Juggling the strike and her family, Gemma Arterton’s portrayal of Rita O’Grady is convincingly natural. Rita is one of the machinists, as well as a wife and mother, who is reluctantly persuaded to speak on behalf of the strikers. Meanwhile, her husband, Eddie, feeds the kids chips on toast – “well I know how to make chips and I know how to make toast” – and roughly 5,000 men are laid off because production has been halted.
Best known for her film credits including St. Trinians and Quantum of Solace, Arterton is a commanding and believable presence on stage. Her final speech, into the song ‘Stand Up’ where she urges the men of the TUC to support the strike, is particularly moving, ending the show on a rousing call for equality.
However, her character could have benefited from developing further over the course of the show, better charting the journey of an everyday factory worker finally standing up for her rights. From the beginning she seemed already too confident, too ready, so that when she finally spoke up, it felt less defiant and meaningful than it deserved to. However, this was more the fault of the playwright than Arterton herself.
A colourful collection of characters support Arterton to keep the musical going.

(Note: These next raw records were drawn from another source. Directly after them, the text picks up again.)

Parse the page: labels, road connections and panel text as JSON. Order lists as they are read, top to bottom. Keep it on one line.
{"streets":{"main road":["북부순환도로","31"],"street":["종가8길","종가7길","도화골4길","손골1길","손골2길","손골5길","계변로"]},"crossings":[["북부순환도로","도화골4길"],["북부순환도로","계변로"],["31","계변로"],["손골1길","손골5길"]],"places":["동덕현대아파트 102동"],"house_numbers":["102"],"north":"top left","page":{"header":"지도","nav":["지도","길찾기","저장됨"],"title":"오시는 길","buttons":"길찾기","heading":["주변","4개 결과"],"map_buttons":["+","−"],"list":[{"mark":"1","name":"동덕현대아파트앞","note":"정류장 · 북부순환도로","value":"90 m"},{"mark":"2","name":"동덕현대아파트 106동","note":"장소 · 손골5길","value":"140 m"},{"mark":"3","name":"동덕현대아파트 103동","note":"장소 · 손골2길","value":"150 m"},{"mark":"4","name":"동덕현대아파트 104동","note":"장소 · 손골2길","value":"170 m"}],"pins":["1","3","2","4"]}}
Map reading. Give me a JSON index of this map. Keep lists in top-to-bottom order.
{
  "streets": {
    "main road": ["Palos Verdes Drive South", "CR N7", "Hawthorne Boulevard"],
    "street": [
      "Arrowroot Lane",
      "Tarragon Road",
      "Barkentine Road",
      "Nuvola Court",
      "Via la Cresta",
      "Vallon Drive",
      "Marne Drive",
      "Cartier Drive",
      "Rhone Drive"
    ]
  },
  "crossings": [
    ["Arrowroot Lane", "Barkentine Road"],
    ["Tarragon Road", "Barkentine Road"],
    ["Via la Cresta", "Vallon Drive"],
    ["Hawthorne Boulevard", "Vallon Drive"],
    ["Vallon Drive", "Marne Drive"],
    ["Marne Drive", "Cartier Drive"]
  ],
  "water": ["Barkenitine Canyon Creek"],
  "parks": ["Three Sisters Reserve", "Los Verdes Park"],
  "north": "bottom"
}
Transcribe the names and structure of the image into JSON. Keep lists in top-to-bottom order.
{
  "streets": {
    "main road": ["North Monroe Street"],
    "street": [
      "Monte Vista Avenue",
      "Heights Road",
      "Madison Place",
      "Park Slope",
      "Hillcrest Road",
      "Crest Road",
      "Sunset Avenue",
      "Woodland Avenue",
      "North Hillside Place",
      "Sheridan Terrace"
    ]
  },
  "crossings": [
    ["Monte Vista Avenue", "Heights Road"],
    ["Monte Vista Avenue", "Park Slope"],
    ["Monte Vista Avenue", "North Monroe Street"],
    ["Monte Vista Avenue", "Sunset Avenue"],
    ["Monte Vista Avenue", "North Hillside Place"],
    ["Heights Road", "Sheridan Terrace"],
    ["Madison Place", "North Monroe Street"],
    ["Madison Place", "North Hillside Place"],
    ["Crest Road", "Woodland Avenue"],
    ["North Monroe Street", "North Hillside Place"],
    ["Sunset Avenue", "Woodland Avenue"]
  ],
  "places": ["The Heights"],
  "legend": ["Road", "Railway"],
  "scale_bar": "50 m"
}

A bored, highly-educated housewife played by Naomi Frederick has started buying everything one to the left of her usual shop simply to have something to do, and now has a cupboard of domestos and no coffee.
The politician, Barbara Castle, (Sophie-Louise Dunn) who the Prime Minister, Harold Wilson, is delighted to hear is a woman because “she can do her own typing”, and who dubiously strives for an ideal world in which there is equal pay and “men know where to find a woman’s clitoris”, is likewise memorable. The machinists, a variety of women of all ages, are a strong group, headed up by long-suffering Connie (Isla Blair), and kept in good spirits by the humorous Beryl played by Sophie Stanton.
The set, designed by Bunny Christie (Curious Incident of the Dog in the Night-time and A Streetcar Named Desire), was particularly impressive. The show opens with a two-storey house front complete with vertical bed to give us full view of Rita’s yawning husband. On the floor below Rita is already ushering the children off to school. She is soon joined by a chorus of wives, dealing with the domestics of everyday morning life before heading off to work.
This scene is quickly exchanged for a factory, car seats rotating overhead and the templates of car parts always just in view on the periphery. Politicians deliberate how to deal with the strikes in front of a giant clock, across which we see the occasional flock of birds flying, or the rolling patter of rain. The costumes are equally striking; loud floral patterns that land us effortlessly in the 1960s.
Some of the comedy seems misplaced, trying too hard to keep us laughing unnecessarily. There were too many times when the jokes fell rather flat, starting to undermine the gravity of an issue like equal pay. Mark Hadfield’s portrayal of Harold Wilson was an example of this, making jokes about his Gannex coat that flew over the heads of most audience members, and forming sentences via strings of sexist one-liners.
Security guards with American pompoms and political advisers doing the cancan were farcically ridiculous rather than genuinely funny. Henry Ford, owner of Ford car manufacturing, gun over shoulder criticising British pronunciation, was an unpleasant caricature rather than a serious political threat. These parodies devalued the struggle of the workers, almost making a mockery of their fight and undermining the immensity of their achievements.
Musically, ‘Stand Up’ is a rousing highlight and Rita’s husband, Eddie, (Adrian der Gregorian) sings a beautiful ballad, but there is not one song that stands out as particularly memorable. The score, like much of the rest of the production, was pleasant and unobtrusive, but made little lasting impression. As a whole, the show lacked the drive needed to tackle such a historic event and came off as disappointingly weak.
A whirlwind of pastel florals, equal rights and even a pirouetting Harold Wilson make for an enjoyable evening, and I didn’t begrudge a moment of it. Making politics more widely accessible, this is a commendable show, but the overload of comedy means it lacks power and falls short of its potential.
Made in Dagenham is playing at the Adelphi Theatre, London, until the 28th March 2015.